Explore

Let’s explore the metrics

Info

For this workshop, we have already configured in Grafana the Prometheus datasource.
You can have a look at its configuration in Grafana (port 3000) in the Connections > Data sources section.
It is pretty straightforward as we have only set the Prometheus server URL.

🛠️ Go to Grafana and start again an Explore dashboard.

🛠️ Select the Prometheus datasource instead of the Loki one.

In this section you will hand on the metrics query builder of Grafana.

The Metric field lists all the metrics available in the Prometheus server: take time to explore them.

🛠️ For example, you can select the metric named jvm_memory_used_bytes, and click on the Run query button to plot the memory usage of all your services by memory area,

🛠️ If you want to plot the total memory usage of your services:

Click on Operations and select Aggregations > Sum, and Run query: you obtain the whole memory consumption of all your JVMs,
To split the memory usage per service, you can click on the By label button and select the label named service-name (do not forget to click on Run query afterthat).

🛠️ You can also filter metrics to be displayed using Label filters: try to create a filter to display only the metric related to the service named easypay-service.

Tip

At the bottom of the query builder, you should see something like:
sum by(service_name) (jvm_memory_used_bytes{service_name="easypay-service"}).
This is the effective query raised by Grafana to Prometheus in order to get its metrics.
This query language is named PromQL.

Dashboards

With Grafana, you can either create your own dashboards or import some provided by the community from Grafana’s dashboards collection.

We will choose the second solution right now and import the following dashboards:

JMX Overview (Opentelemetry), which ID is 17582,
OpenTelemetry JDBC Dashboard, which ID is 19732.

🛠️ To import these dashboards:

Go to Grafana (port 3000), and select the Dashboards section on the left,
Then click on New (top right), and click on Import,
In the Find and import… field, just paste the ID of the dashboard and click on Load,
In the Select a Prometheus data source, select Prometheus and click on Import,
You should be redirected to the newly imported dashboard.

Tip

Imported dashboards are available directly from the Dashboards section of Grafana.

👀 Explore the JMX Overview dashboard: it works almost out of box.
It contains a lot of useful information about JVMs running our services.

The job filter (top of the dashboard) let you select the service you want to explore metrics.

Incident!

🛠️ Now let’s simulate some traffic using Grafana K6. Run the following command:

$ k6 run -u 5 -d 2m k6/02-payment-smartbank.js

👀 Go back to the Grafana dashboard, click on Dashboards and select JVM Micrometer:

Explore the dashboard for the easypay-service, especially the Garbage collector and CPU statistics.
Look around the other OpenTelemetry JDBC dashboard then and see what happens on the database connection pool for easypay-service.
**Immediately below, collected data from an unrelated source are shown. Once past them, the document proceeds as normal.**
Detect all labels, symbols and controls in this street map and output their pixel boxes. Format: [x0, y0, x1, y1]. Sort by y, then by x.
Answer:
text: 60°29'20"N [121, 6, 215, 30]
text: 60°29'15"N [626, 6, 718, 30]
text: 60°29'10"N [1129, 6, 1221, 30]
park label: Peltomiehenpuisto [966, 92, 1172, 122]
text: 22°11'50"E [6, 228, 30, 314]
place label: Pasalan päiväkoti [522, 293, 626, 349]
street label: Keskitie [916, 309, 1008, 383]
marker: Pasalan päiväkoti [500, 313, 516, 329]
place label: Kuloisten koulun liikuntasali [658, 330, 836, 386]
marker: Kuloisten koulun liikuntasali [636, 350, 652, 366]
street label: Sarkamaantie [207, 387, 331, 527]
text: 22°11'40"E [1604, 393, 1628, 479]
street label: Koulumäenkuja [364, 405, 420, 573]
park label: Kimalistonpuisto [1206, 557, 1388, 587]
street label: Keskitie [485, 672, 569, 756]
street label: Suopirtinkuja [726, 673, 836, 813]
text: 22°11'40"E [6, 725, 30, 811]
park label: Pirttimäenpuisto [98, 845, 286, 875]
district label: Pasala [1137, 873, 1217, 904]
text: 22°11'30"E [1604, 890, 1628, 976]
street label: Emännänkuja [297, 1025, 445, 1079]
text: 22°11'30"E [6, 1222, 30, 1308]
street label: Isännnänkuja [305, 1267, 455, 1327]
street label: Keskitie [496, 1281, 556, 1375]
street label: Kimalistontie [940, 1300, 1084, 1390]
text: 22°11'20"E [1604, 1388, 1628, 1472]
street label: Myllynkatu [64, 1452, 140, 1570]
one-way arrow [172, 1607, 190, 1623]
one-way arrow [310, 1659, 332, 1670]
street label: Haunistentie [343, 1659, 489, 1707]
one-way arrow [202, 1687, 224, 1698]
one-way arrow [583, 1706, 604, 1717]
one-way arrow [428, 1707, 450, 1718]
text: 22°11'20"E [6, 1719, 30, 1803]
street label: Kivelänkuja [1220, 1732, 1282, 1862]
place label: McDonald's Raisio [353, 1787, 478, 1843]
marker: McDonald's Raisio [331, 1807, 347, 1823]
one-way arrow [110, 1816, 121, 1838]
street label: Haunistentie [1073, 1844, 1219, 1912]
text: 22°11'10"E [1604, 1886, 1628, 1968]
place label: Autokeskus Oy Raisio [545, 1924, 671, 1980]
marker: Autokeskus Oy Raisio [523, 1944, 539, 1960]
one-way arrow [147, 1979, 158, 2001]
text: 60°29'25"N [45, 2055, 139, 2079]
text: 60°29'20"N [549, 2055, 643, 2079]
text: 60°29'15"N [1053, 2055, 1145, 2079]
We were talking about an incident, isn’t it?

👀 Let’s go back to the Explore view of Grafana, select Loki as a data source and see what happens!

🛠️ Create a query with the following parameters to get error logs of the smartbank-gateway service:

Label filters: service_name = smartbank-gateway
label filter expression: label = detected_level ; operator==~;value=warn|error``

🛠️ Click on Run query and check out the logs.

Normally you would get a java.lang.OutOfMemoryError due to a saturated Java heap space.

👀 To get additional insights, you can go back to the JMX Overview dashboard and select the smartbank-gateway application.

Normally you will see the used JVM Heap reaching the maximum allowed.

Info

Grafana and Prometheus allows you to generate alerts based on metrics, using Grafana Alertmanager.
For instance, if CPU usage is greater than 80%, free memory is less than 1GB, used heap is greater than 80%, etc.

🛠️ You may have to restart smartbank:

$ docker compose restart smartbank-gateway